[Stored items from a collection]
════════════════

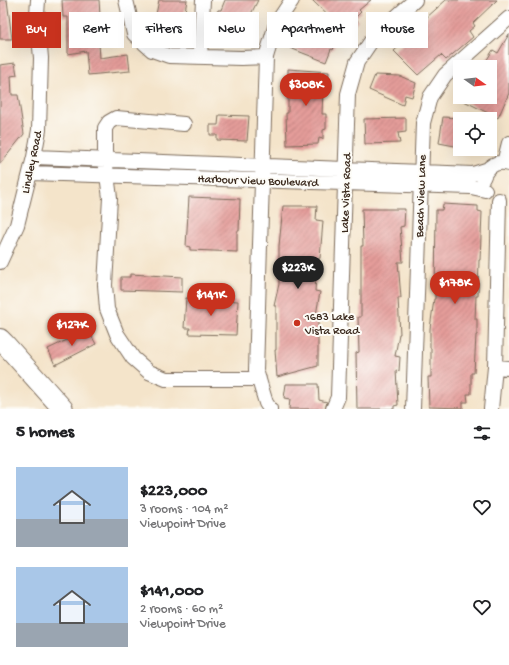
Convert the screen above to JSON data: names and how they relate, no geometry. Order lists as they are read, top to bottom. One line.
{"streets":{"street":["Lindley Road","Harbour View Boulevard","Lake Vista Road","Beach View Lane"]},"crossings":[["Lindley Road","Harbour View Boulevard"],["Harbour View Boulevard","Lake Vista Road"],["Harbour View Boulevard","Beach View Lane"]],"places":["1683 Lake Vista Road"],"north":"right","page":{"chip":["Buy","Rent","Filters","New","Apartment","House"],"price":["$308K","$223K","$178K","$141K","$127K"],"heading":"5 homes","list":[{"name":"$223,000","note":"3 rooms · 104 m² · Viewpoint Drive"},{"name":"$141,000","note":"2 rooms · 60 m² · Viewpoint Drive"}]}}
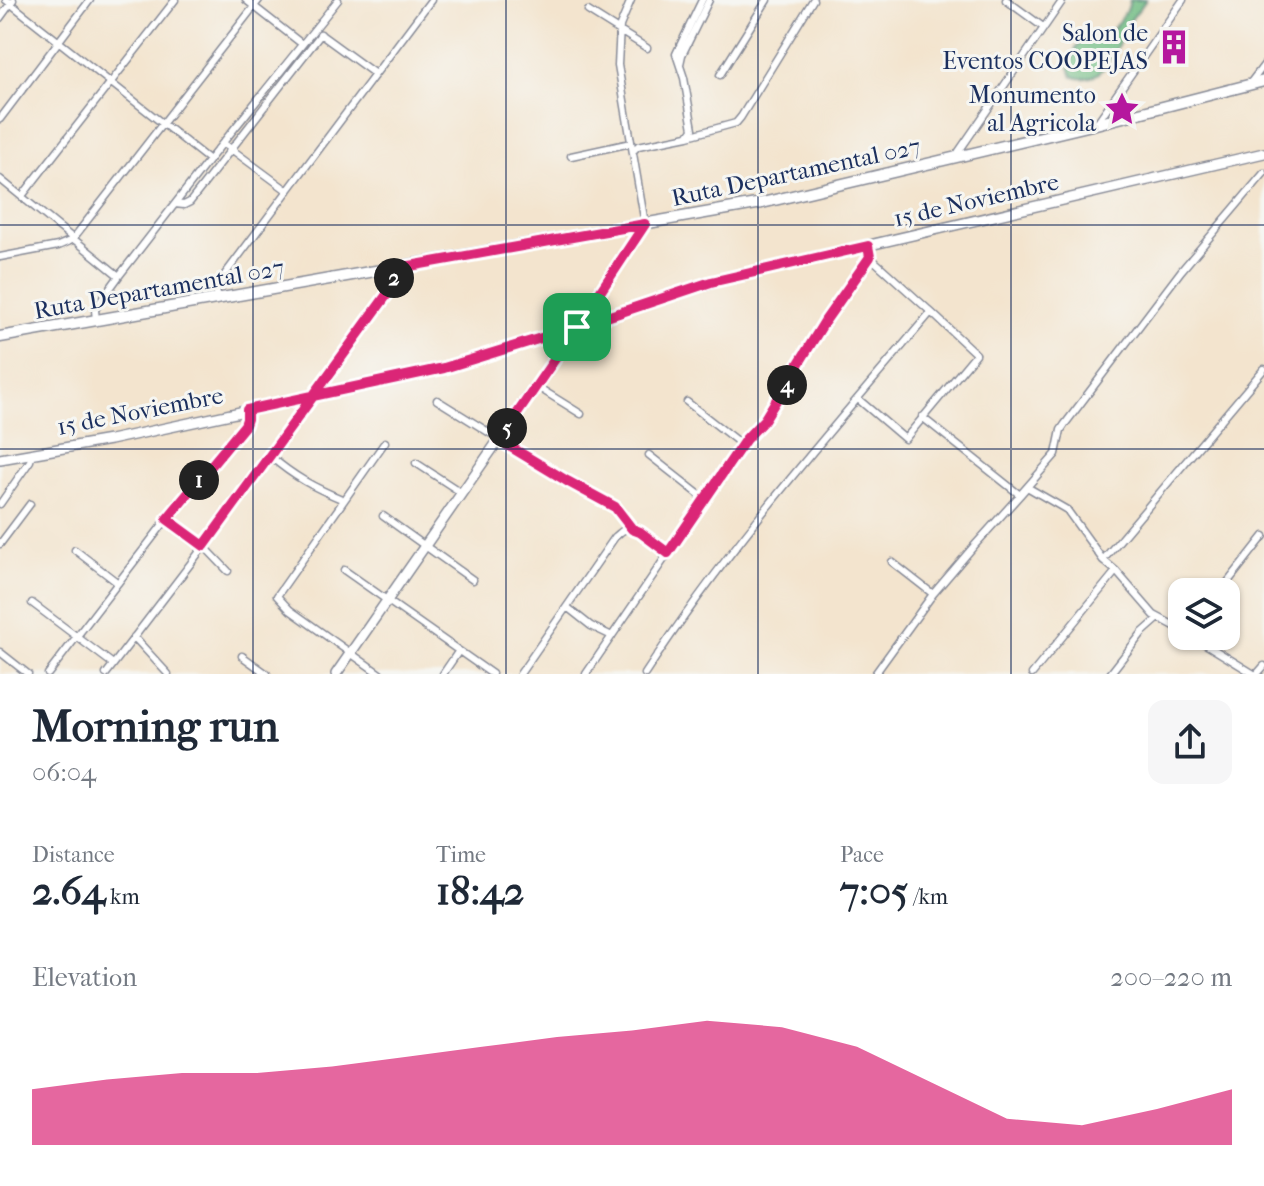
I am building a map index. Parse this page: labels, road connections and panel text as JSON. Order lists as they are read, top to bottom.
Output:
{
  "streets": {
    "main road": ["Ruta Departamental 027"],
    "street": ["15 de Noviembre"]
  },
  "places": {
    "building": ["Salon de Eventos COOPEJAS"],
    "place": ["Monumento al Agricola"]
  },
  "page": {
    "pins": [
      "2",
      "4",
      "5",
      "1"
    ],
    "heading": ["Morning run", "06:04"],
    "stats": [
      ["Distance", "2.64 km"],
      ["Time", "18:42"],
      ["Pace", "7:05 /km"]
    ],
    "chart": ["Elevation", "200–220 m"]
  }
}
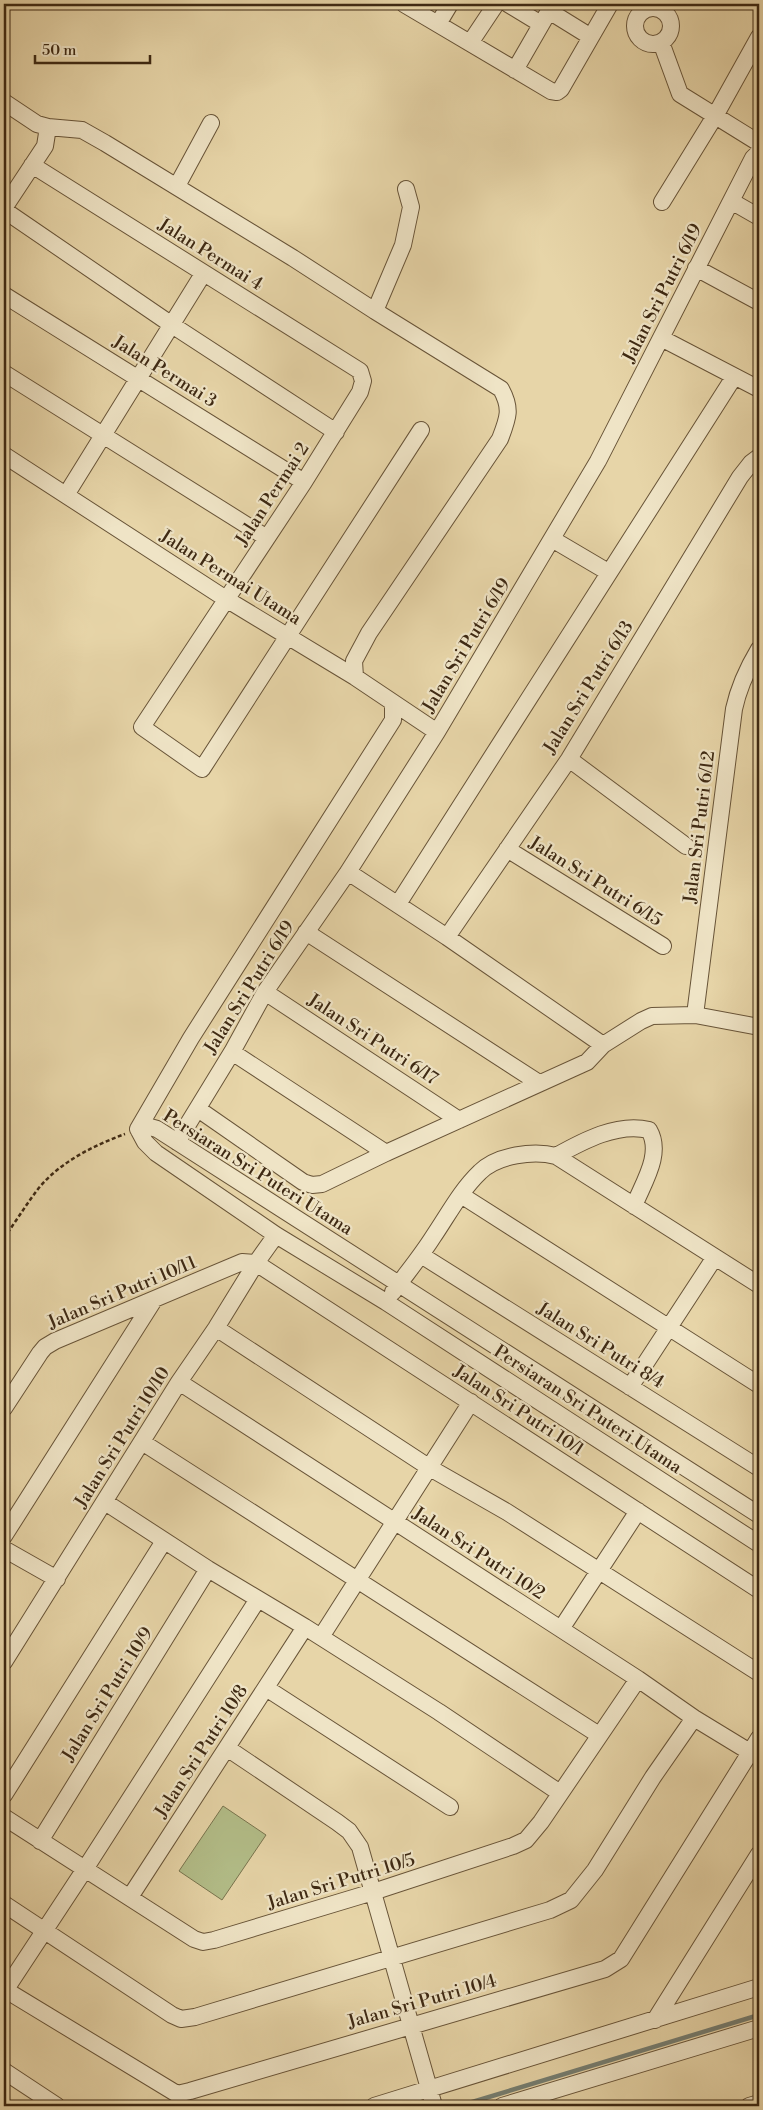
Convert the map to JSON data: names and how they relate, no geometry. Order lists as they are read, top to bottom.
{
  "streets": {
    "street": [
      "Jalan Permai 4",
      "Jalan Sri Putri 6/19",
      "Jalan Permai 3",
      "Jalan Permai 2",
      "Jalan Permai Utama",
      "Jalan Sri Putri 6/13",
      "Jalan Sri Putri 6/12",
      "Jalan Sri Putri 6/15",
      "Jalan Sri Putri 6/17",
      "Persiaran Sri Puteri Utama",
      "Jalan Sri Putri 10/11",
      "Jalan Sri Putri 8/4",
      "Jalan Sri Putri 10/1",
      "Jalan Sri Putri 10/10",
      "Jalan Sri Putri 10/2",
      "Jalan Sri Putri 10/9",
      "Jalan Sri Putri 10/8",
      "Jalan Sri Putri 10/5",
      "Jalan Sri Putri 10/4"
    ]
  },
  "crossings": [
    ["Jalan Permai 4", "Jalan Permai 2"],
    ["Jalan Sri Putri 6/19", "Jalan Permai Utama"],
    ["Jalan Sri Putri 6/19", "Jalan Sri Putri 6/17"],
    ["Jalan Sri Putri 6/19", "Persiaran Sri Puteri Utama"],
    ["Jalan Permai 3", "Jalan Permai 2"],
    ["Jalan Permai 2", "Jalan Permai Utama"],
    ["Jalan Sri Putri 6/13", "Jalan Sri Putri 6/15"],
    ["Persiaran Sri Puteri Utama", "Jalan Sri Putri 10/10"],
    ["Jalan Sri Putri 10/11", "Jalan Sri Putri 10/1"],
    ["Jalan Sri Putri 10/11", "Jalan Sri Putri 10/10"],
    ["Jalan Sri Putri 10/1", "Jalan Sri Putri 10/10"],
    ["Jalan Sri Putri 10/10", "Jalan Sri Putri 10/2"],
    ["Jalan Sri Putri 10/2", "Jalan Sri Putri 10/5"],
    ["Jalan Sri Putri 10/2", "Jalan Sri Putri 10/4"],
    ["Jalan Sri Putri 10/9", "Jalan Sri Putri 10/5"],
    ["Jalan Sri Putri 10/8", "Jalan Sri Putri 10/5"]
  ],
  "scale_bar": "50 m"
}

════════════════

What to produce. Give the entries above again, exactly as written and free of images.

Answer to this task.
Convert the screen above to JSON data: names and how they relate, no geometry. Order lists as they are read, top to bottom. One line.
{"streets":{"street":["Lindley Road","Harbour View Boulevard","Lake Vista Road","Beach View Lane"]},"crossings":[["Lindley Road","Harbour View Boulevard"],["Harbour View Boulevard","Lake Vista Road"],["Harbour View Boulevard","Beach View Lane"]],"places":["1683 Lake Vista Road"],"north":"right","page":{"chip":["Buy","Rent","Filters","New","Apartment","House"],"price":["$308K","$223K","$178K","$141K","$127K"],"heading":"5 homes","list":[{"name":"$223,000","note":"3 rooms · 104 m² · Viewpoint Drive"},{"name":"$141,000","note":"2 rooms · 60 m² · Viewpoint Drive"}]}}
I am building a map index. Parse this page: labels, road connections and panel text as JSON. Order lists as they are read, top to bottom.
Output:
{
  "streets": {
    "main road": ["Ruta Departamental 027"],
    "street": ["15 de Noviembre"]
  },
  "places": {
    "building": ["Salon de Eventos COOPEJAS"],
    "place": ["Monumento al Agricola"]
  },
  "page": {
    "pins": [
      "2",
      "4",
      "5",
      "1"
    ],
    "heading": ["Morning run", "06:04"],
    "stats": [
      ["Distance", "2.64 km"],
      ["Time", "18:42"],
      ["Pace", "7:05 /km"]
    ],
    "chart": ["Elevation", "200–220 m"]
  }
}
Convert the map to JSON data: names and how they relate, no geometry. Order lists as they are read, top to bottom.
{
  "streets": {
    "street": [
      "Jalan Permai 4",
      "Jalan Sri Putri 6/19",
      "Jalan Permai 3",
      "Jalan Permai 2",
      "Jalan Permai Utama",
      "Jalan Sri Putri 6/13",
      "Jalan Sri Putri 6/12",
      "Jalan Sri Putri 6/15",
      "Jalan Sri Putri 6/17",
      "Persiaran Sri Puteri Utama",
      "Jalan Sri Putri 10/11",
      "Jalan Sri Putri 8/4",
      "Jalan Sri Putri 10/1",
      "Jalan Sri Putri 10/10",
      "Jalan Sri Putri 10/2",
      "Jalan Sri Putri 10/9",
      "Jalan Sri Putri 10/8",
      "Jalan Sri Putri 10/5",
      "Jalan Sri Putri 10/4"
    ]
  },
  "crossings": [
    ["Jalan Permai 4", "Jalan Permai 2"],
    ["Jalan Sri Putri 6/19", "Jalan Permai Utama"],
    ["Jalan Sri Putri 6/19", "Jalan Sri Putri 6/17"],
    ["Jalan Sri Putri 6/19", "Persiaran Sri Puteri Utama"],
    ["Jalan Permai 3", "Jalan Permai 2"],
    ["Jalan Permai 2", "Jalan Permai Utama"],
    ["Jalan Sri Putri 6/13", "Jalan Sri Putri 6/15"],
    ["Persiaran Sri Puteri Utama", "Jalan Sri Putri 10/10"],
    ["Jalan Sri Putri 10/11", "Jalan Sri Putri 10/1"],
    ["Jalan Sri Putri 10/11", "Jalan Sri Putri 10/10"],
    ["Jalan Sri Putri 10/1", "Jalan Sri Putri 10/10"],
    ["Jalan Sri Putri 10/10", "Jalan Sri Putri 10/2"],
    ["Jalan Sri Putri 10/2", "Jalan Sri Putri 10/5"],
    ["Jalan Sri Putri 10/2", "Jalan Sri Putri 10/4"],
    ["Jalan Sri Putri 10/9", "Jalan Sri Putri 10/5"],
    ["Jalan Sri Putri 10/8", "Jalan Sri Putri 10/5"]
  ],
  "scale_bar": "50 m"
}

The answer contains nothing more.